Running SAS programs in parallel using SAS/CONNECT®

12

Running SAS programs in parallel reduces run time

As earth completes its routine annual circle around the sun and a new (and hopefully better) year kicks in, it is a perfect occasion to reflect on the idiosyncrasy of time.

While it is customary to think that 3+2=5, it is only true in sequential world. In parallel world, however, 3+2=3. Think about it: if you have two SAS programs one of which runs 3 hours, and the second one runs 2 hours, their total duration will be 5 hours if you run them one after another sequentially, but it will take only 3 hours if you run them simultaneously, in parallel.

I am sure you remember those “filling up a swimming pool” math problems from elementary school. They clearly and convincingly demonstrate that two pipes will fill up a swimming pool faster than one. That’s the power of running water in parallel.

The same principle of parallel processing (or parallel computing) is applicable to SAS programs (or non-SAS programs) by running their different independent pieces in separate SAS sessions at the same time (in parallel).  Divide and conquer.
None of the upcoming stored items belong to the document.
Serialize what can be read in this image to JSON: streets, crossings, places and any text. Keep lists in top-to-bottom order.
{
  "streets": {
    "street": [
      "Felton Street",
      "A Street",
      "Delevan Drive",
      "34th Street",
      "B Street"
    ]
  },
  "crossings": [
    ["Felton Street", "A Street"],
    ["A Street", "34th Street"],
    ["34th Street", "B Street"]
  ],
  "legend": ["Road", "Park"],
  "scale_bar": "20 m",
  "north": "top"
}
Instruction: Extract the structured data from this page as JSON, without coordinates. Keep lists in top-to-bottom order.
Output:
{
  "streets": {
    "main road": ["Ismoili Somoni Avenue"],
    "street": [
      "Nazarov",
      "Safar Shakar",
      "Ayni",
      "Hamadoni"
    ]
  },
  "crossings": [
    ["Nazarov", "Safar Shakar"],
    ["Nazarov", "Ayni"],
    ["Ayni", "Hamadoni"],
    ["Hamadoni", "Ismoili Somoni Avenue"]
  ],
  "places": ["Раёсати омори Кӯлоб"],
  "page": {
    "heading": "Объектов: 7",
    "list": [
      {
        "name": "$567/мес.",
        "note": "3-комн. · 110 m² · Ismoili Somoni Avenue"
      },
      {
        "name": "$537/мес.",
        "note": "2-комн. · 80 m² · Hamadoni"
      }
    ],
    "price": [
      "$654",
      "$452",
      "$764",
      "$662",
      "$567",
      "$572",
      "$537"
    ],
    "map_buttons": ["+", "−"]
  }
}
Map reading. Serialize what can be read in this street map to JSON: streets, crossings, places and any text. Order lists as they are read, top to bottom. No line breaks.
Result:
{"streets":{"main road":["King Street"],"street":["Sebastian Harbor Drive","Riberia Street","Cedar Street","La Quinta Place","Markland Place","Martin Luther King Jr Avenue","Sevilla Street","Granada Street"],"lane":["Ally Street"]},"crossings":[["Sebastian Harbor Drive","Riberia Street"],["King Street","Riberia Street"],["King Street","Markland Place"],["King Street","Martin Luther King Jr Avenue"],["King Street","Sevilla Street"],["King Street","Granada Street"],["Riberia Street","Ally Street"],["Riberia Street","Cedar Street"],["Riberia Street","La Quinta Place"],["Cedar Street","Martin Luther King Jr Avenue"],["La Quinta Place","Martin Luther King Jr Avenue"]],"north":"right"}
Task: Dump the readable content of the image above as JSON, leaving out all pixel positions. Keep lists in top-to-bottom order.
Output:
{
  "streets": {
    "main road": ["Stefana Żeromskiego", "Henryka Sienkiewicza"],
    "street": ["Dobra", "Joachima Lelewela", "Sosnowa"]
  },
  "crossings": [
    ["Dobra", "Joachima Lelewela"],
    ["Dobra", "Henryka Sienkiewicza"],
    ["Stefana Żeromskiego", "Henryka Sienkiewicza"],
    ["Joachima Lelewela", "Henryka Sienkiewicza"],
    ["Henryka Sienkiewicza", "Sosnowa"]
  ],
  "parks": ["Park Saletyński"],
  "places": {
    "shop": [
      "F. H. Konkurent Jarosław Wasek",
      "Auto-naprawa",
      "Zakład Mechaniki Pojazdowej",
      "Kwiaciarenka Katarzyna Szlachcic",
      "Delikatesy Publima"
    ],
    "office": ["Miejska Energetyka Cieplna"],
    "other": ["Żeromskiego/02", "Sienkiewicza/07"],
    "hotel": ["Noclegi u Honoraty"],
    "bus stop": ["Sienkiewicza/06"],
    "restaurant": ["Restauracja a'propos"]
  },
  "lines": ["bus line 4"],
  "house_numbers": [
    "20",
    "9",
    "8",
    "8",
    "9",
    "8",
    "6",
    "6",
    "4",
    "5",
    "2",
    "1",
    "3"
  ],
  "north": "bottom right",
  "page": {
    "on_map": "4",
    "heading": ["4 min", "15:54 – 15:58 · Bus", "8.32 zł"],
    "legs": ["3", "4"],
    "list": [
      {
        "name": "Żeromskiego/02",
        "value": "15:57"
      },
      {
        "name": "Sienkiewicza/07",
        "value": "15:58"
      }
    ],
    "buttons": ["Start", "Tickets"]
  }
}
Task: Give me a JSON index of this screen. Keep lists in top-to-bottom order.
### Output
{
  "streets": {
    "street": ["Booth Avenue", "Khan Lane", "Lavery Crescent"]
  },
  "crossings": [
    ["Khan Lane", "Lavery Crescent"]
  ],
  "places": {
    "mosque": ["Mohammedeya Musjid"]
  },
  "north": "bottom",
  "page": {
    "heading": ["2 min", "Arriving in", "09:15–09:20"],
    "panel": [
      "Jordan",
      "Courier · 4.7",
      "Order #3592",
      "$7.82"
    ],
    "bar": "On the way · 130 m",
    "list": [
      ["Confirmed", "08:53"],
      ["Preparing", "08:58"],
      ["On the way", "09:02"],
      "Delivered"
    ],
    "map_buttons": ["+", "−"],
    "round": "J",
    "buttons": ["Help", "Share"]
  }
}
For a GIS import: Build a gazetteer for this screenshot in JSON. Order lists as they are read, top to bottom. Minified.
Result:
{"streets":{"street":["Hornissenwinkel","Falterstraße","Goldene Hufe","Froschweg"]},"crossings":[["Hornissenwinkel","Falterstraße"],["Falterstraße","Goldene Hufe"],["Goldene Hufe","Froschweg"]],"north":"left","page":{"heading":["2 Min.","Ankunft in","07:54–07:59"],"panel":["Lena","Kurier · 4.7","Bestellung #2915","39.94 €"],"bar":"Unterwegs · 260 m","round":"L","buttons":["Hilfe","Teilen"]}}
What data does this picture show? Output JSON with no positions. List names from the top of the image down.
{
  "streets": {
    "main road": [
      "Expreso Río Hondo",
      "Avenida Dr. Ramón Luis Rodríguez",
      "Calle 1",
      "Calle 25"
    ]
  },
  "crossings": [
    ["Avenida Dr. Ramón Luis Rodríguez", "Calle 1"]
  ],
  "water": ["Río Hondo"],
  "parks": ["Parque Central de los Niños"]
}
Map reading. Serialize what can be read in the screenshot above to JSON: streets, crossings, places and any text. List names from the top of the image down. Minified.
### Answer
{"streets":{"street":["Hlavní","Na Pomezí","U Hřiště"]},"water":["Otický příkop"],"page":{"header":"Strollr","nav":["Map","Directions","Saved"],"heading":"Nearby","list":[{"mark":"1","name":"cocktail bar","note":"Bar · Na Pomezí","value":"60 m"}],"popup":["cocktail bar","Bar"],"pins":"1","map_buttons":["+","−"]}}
You might be surprised at how easily this can be done, and at the same time how powerful it is. Let’s take a look.

SAS/CONNECT

SAS/CONNECT® is one of the oldest SAS products that was developed to enable SAS programs to run in multi-machine client/server environments. In its original incarnation SAS/CONNECT allowed only synchronous execution of the SAS remote sessions. That is when a remote session was started, the client session was suspended until processing by the server session had completed. That was client/server, but not parallel processing.

MP CONNECT

Starting with SAS 8 released in 1999, Multi-Process Connect (MP CONNECT) parallel processing functionality was added to SAS/CONNECT enabling you to execute multiple SAS sessions asynchronously. When a remote SAS session kicks off asynchronously, a portion of your SAS program is sent to the server session for execution and control is immediately returned to the client session. The client session can continue with its own processing or spawn one or more additional asynchronous remote server sessions.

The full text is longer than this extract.